REQUIREMENT:
Pull each line containing "canvas" out of the data and copy it.

INPUT:
·····
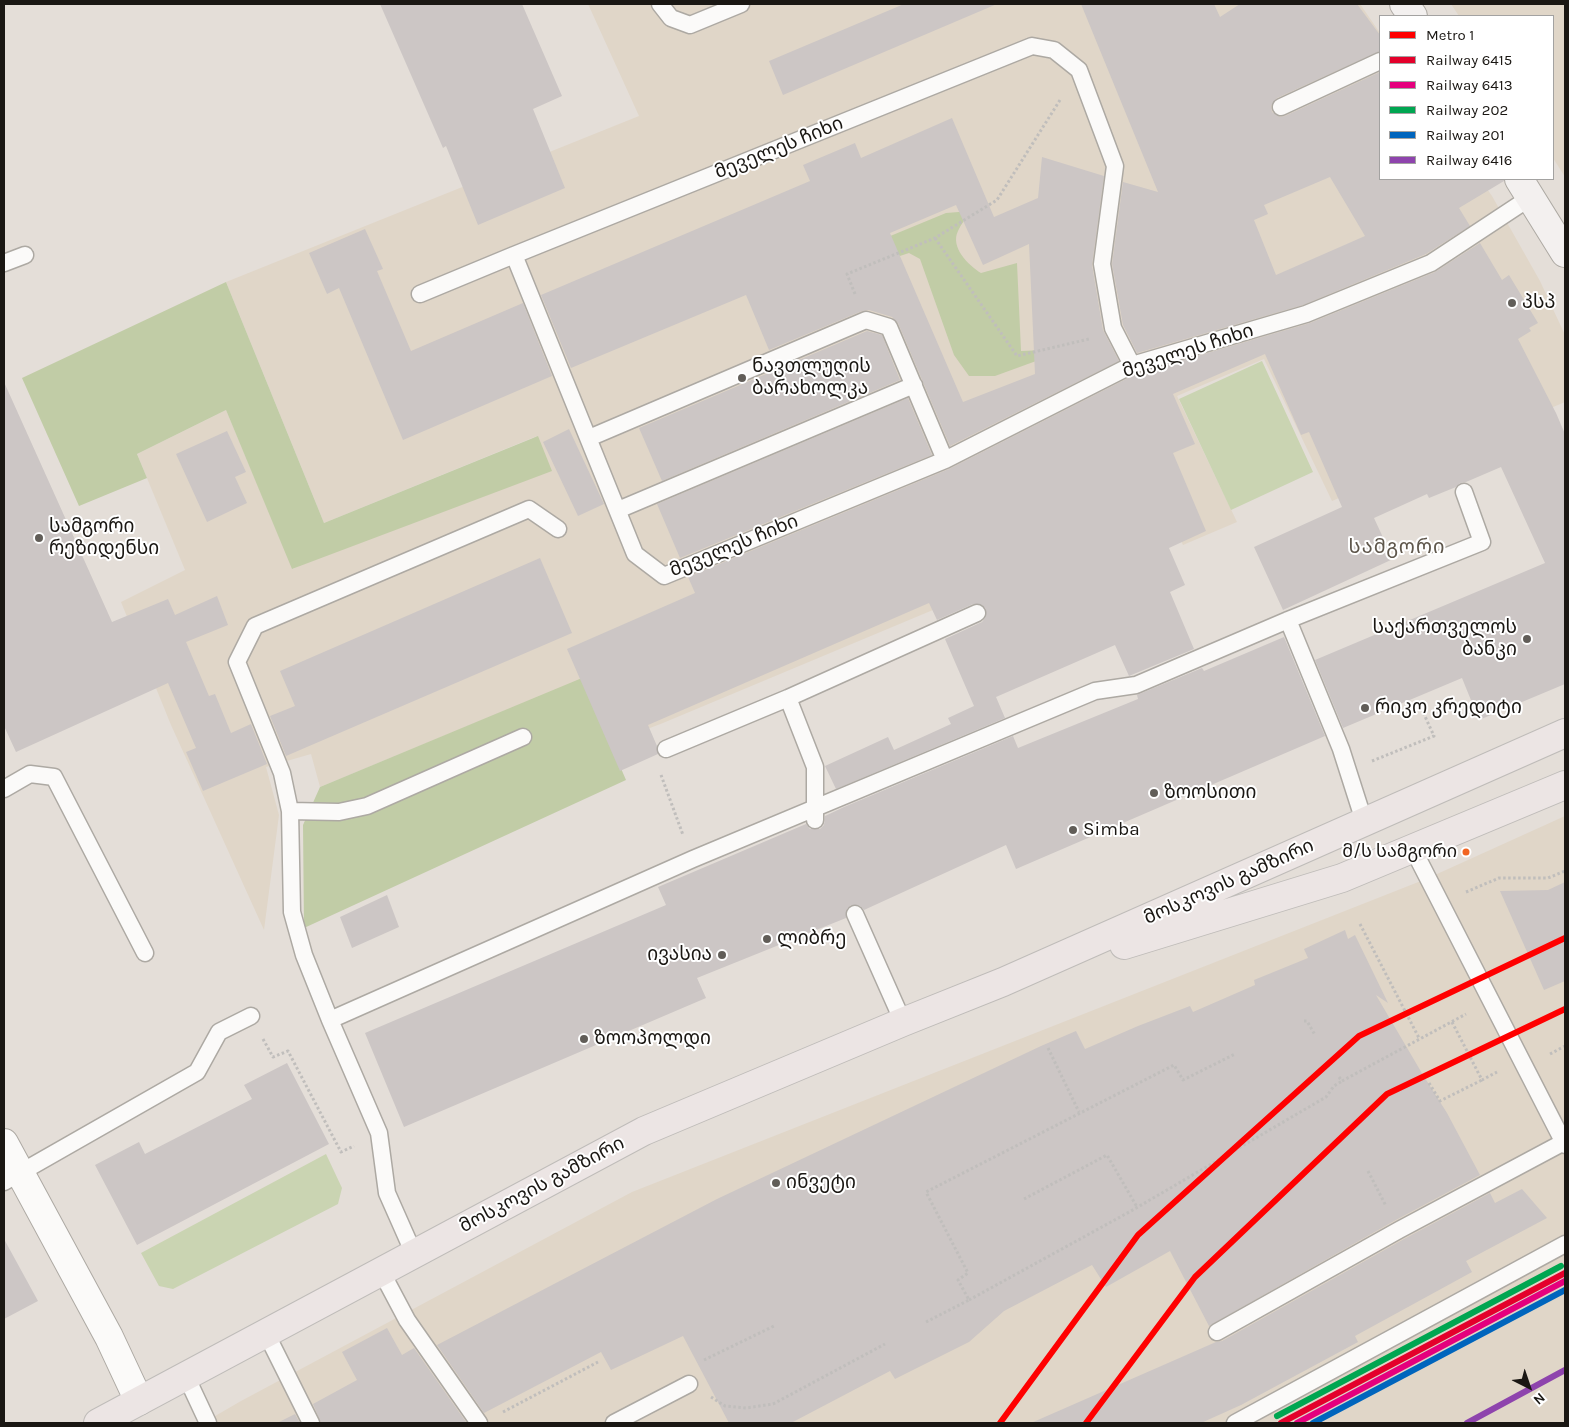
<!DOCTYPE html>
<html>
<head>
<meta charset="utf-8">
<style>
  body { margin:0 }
  #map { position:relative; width:1569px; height:1427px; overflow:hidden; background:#e4ded8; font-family:Karla,sans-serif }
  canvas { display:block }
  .frame { position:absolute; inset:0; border:5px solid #1a1713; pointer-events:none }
  .legend { position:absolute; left:1379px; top:15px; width:175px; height:165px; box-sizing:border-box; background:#fff; border:1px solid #a3a2a1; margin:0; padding:6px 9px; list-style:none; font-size:15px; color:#1a1713 }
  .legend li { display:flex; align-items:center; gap:10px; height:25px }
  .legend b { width:25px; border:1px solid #a3a2a1 }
  .north { position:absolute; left:1504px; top:1362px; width:50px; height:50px; -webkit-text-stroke:4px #fff; paint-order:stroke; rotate:139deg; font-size:14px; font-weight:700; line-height:20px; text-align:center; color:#1a1713 }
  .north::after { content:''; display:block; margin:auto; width:18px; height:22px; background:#1a1713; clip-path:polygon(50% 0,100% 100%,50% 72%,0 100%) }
</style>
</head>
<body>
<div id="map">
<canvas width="1569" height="1427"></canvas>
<div class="frame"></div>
<ul class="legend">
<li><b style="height:6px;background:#f00"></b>Metro 1</li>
<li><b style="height:6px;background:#e4002b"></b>Railway 6415</li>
<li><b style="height:6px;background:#e5007d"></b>Railway 6413</li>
<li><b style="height:6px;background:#00a651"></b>Railway 202</li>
<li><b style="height:6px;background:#0065bd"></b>Railway 201</li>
<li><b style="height:6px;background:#8e44ad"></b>Railway 6416</li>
</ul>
<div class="north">N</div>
</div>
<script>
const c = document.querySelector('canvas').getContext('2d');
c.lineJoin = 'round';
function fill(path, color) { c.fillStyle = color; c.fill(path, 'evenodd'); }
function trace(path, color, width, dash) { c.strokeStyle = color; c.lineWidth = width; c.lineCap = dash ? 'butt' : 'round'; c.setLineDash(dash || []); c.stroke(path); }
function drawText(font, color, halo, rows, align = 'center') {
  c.font = font + ' Karla,"Noto Sans Georgian",sans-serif'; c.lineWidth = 4; c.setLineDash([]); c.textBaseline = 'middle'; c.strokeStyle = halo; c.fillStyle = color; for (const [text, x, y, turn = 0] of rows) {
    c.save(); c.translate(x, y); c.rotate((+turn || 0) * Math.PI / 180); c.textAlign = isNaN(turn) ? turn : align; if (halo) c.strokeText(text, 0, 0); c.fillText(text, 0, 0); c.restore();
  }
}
const built = new Path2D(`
  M 588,4 L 1360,4 L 1380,33 L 1380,179 L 1480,179 L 1492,196 L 1540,281 L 1565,335 L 1565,402 L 1332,501 L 1264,359 L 1177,396 L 1237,522 L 1183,545 L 1167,512 L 663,723 L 611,743 L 582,679 L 320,787 L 311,754 L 266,767 L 279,815 L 264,930 L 171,725 L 121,602 L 185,570 L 137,454 L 226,410 L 293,569 L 537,436 L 324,523 L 226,282 L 639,116 Z
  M 1451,4 L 1565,4 L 1565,177 L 1553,158 L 1553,16 L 1459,16 Z
  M 1565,816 L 1565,1423 L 203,1423 L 241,1401 L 632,1192 L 1426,879 Z`);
const green = new Path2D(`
  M 1262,361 L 1313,472 L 1231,510 L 1179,399 Z
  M 326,1154 L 342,1188 L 338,1204 L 173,1289 L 159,1286 L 141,1253 Z`);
const forest = new Path2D(`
  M 971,211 C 967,217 961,224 958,231 C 950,247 968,265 981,273 L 1017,263 L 1021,351 L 1069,349 L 995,376 L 969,376 L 954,355 L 920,259 L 909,253 L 854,271 L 837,258 L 946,213 Z
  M 226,282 L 324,523 L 538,436 L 552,471 L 292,569 L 226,410 L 137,454 L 147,478 L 79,506 L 22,378 Z
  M 582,678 L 626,780 L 304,928 L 303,825 L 320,787 Z`);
const building = new Path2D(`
  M 380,4 L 522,4 L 562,96 L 533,109 L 565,188 L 478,225 L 446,146 L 443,148 Z
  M 904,4 L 997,4 L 783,95 L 769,61 Z
  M 1081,4 L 1214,4 L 1220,17 L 1240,4 L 1357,4 L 1380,35 L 1380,51 L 1277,98 L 1271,106 L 1272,112 L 1280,117 L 1285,116 L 1380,72 L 1380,179 L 1504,179 L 1504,181 L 1459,208 L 1470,226 L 1426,254 L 1303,305 L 1137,353 L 1123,325 L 1112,264 L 1123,182 L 1158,192 ZM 1330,177 L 1365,236 L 1276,275 L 1254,220 L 1268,214 L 1264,205 Z
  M 952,118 L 994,217 L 1038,198 L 1042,157 L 1104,176 L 1092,265 L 1103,330 L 1119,361 L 950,446 L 898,323 L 892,317 L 869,310 L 862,311 L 769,350 L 746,295 L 571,368 L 541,295 L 810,181 L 803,165 L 855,143 L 861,158 ZM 956,205 L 983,265 L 1029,244 L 1035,374 L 963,402 L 890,233 Z
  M 365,229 L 383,269 L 377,271 L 411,351 L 523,303 L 552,376 L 403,440 L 339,288 L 327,294 L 309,253 Z
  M 1480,243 L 1502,280 L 1509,275 L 1538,323 L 1529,328 L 1531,331 L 1518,339 L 1556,413 L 1565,434 L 1565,684 L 1479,720 L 1462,678 L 1343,728 L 1315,660 L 1545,563 L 1501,467 L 1466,482 L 1460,483 L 1456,487 L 1429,498 L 1427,494 L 1374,518 L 1393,559 L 1283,610 L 1254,547 L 1342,507 L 1309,432 L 1301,435 L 1265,354 L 1173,394 L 1195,444 L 1173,453 L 1206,531 L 1169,548 L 1185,585 L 1170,592 L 1194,649 L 1129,676 L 1115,645 L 996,697 L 1005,718 L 836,789 L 825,766 L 888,737 L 894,750 L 951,724 L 948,718 L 974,706 L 945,639 L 982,622 L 985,618 L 986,609 L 982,605 L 973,604 L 937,620 L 929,603 L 648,725 L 657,746 L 658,754 L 620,771 L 567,649 L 695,593 L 688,577 L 949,469 L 1136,374 L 1310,323 L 1435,272 Z
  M 867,331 L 882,335 L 900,380 L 662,481 L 639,428 Z
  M 4,382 L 112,622 L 168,599 L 175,615 L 217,596 L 228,625 L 186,642 L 209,696 L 215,694 L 231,733 L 251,724 L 267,764 L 203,791 L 186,752 L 196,748 L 168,683 L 16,752 L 4,726 Z
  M 908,398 L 932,455 L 680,558 L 657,504 Z
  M 569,429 L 604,504 L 578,516 L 543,442 Z
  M 227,431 L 246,472 L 235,477 L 247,503 L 207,522 L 176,454 Z
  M 540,558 L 572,633 L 286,756 L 270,716 L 295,706 L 280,671 Z
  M 1284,637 L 1325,736 L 1016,869 L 1006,845 L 864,910 L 860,906 L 851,905 L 847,909 L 846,918 L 697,978 L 706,998 L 404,1127 L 365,1033 L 666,905 L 658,887 L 806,824 L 810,829 L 820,829 L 824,825 L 825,816 L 844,807 L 1013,736 L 1018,748 L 1138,699 L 1137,695 L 1202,668 L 1204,671 Z
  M 1565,882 L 1565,981 L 1544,990 L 1500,891 L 1548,890 Z
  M 387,895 L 399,927 L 352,948 L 340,917 Z
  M 1345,930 L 1348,939 L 1355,935 L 1388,1003 L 1376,995 L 1423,1075 L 1447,1113 L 1480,1175 L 1394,1221 L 1209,1326 L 1170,1251 L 1106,1287 L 1092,1265 L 1004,1311 L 969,1342 L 895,1379 L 890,1371 L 791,1423 L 729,1423 L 683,1336 L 611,1370 L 601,1352 L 484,1413 L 437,1345 L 717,1199 L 1041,1046 L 1076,1031 L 1085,1049 L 1138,1026 L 1190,1006 L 1193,1012 L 1255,985 L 1254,980 L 1308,958 L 1304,949 Z
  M 287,1063 L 329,1144 L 137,1245 L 95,1165 L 139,1142 L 145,1154 L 252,1099 L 244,1085 Z
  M 1522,1189 L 1547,1218 L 1466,1261 L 1472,1272 L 1355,1336 L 1358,1342 L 1241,1405 L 1201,1423 L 1031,1423 L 1216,1342 L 1222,1341 L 1404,1239 L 1490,1193 L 1495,1203 Z
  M 4,1239 L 38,1301 L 4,1319 Z
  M 387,1328 L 402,1355 L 414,1348 L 466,1422 L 321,1423 L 313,1404 L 357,1380 L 342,1352 Z
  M 295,1414 L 300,1423 L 277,1423 Z`);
const path = new Path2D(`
  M 935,238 L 1017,356 L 1089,339
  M 855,294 L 847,274 L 935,238 L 997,200 L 1060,100
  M 1372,761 L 1434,736 L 1423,712
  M 661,775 L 683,835
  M 1466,892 L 1499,878 L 1548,878 L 1565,871
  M 1360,924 L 1419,1038
  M 1304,1021 L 1307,1021 L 1315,1035
  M 1452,1022 L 1482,1080 L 1497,1072
  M 263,1039 L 273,1057 L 288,1051 L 341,1152 L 354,1146
  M 1048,1048 L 1079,1112
  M 1550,1054 L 1565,1046
  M 1339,1077 L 1342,1081 L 1466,1014
  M 1429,1083 L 1440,1101 L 1482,1080
  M 1368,1171 L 1386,1206
  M 1024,1199 L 1107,1155 L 1137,1207
  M 969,1300 L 1131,1211 L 1326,1097 L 1334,1086 L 1342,1081
  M 926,1322 L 969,1300 L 958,1280 L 968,1273 L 926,1192 L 1174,1065 L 1183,1080 L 1235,1054
  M 704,1360 L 774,1326
  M 711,1397 L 725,1406 L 746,1408 L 773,1404 L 885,1344
  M 503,1412 L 598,1362`);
const lane = new Path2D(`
  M 660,4 L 671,18 L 690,25 L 741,4
  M 1281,107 L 1380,61
  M 4,263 L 25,255
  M 420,294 L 514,255
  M 1132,365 L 1113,328 L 1102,264 L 1115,166 L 1079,70 L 1054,50 L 1032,46 L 514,255 L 635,554 L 664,576 L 945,460 L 1132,365 L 1306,314 L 1431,263 L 1531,197
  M 589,438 L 866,320 L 889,327 L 945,460
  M 618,510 L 914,385
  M 1288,620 L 1341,749 L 1364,821
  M 788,698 L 815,767 L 815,820
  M 666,749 L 788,698 L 977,613
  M 4,789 L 30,774 L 54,777 L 145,953
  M 290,811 L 339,812 L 367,806 L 523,737
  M 1413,849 L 1565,1145
  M 855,914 L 903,1022
  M 330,1020 L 693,859 L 1095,691 L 1136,685 L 1288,620 L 1482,542 L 1464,492
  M 4,1182 L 197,1072 L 219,1032 L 251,1016
  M 414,1254 L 387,1193 L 379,1133 L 330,1020 L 304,955 L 292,912 L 290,811 L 282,773 L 237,662 L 255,626 L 529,509 L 558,529
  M 381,1271 L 407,1320 L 479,1423
  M 1217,1332 L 1399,1230 L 1564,1142
  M 266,1333 L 311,1423
  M 186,1376 L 208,1423
  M 614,1423 L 689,1384
  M 1235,1423 L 1565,1244`);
const street = new Path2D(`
  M 4,1143 L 109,1337 L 139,1401`);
const secondary = new Path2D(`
  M 1404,4 L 1413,16
  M 1519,179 L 1565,253`);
const primary = new Path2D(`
  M 1124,945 L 1342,878 L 1565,785
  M 98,1423 L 644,1131 L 903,1022 L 1003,982 L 1565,733`);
const rail1 = new Path2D(`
  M 1281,1423 L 1565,1273`);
const rail2 = new Path2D(`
  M 1297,1423 L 1565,1281`);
const rail3 = new Path2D(`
  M 1277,1416 L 1561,1266`);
const rail4 = new Path2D(`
  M 1313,1423 L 1565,1290`);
const rail5 = new Path2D(`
  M 1467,1423 L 1565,1370`);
const metro1 = new Path2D(`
  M 1000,1423 L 1138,1235 L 1359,1036 L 1565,938
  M 1086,1423 L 1195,1277 L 1387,1094 L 1565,1009`);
const markers = [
  [1512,303,5,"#615d58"],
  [742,378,5,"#615d58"],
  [39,538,5,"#615d58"],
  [1527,639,5,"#615d58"],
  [1365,708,5,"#615d58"],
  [1154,793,5,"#615d58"],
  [1073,830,5,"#615d58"],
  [1466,852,4.5,"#f26522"],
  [767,939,5,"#615d58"],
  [722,955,5,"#615d58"],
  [584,1039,5,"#615d58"],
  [776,1183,5,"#615d58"]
];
const busNames = [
  ["მ/ს სამგორი",1457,852]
];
const streetNames = [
  ["მეველეს ჩიხი",779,148,-22],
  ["მეველეს ჩიხი",1188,351,-18],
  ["მეველეს ჩიხი",734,546,-22],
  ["მოსკოვის გამზირი",1229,882,-24],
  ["მოსკოვის გამზირი",542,1185,-28]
];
const poiNames = [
  ["პსპ",1522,303],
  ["ნავთლუღის",752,367],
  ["ბარახოლკა",752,389],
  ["სამგორი",49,527],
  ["რეზიდენსი",49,549],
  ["საქართველოს",1517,628,"right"],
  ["ბანკი",1517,650,"right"],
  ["რიკო კრედიტი",1375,708],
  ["ზოოსითი",1164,793],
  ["Simba",1083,830],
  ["ლიბრე",777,939],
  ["ივასია",712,955,"right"],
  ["ზოოპოლდი",594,1039],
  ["ინვეტი",786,1183]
];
const neighbourhoodNames = [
  ["სამგორი",1397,547]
];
fill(built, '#e0d6c8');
fill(green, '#cad4b2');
fill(forest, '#c1cca6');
fill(building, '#ccc6c5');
trace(lane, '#ada9a3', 19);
trace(street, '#ada9a3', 30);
trace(secondary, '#ada9a3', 30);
trace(primary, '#bfbcb9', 30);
trace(path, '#c0bebc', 3, [2.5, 2.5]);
trace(lane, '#fbfaf9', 16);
trace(street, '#fbfaf9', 28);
trace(secondary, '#f3f0ef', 28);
trace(primary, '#ece5e4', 28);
trace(rail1, '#e4002b', 6);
trace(rail2, '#e5007d', 6);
trace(rail3, '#00a651', 6);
trace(rail4, '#0065bd', 6);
trace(rail5, '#8e44ad', 6);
trace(metro1, '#f00', 6);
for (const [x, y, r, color] of markers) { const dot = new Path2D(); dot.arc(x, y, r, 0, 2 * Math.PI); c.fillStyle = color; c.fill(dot); trace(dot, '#fff', 2); }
drawText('18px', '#1a1713', '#fff', busNames, 'right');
drawText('19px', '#1a1713', '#fff', streetNames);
drawText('19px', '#1a1713', '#fff', poiNames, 'left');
c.letterSpacing = '1px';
drawText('20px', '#5f574c', '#fff', neighbourhoodNames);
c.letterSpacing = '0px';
</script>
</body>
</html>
·····
EXPECTED OUTPUT:
  canvas { display:block }
<canvas width="1569" height="1427"></canvas>
const c = document.querySelector('canvas').getContext('2d');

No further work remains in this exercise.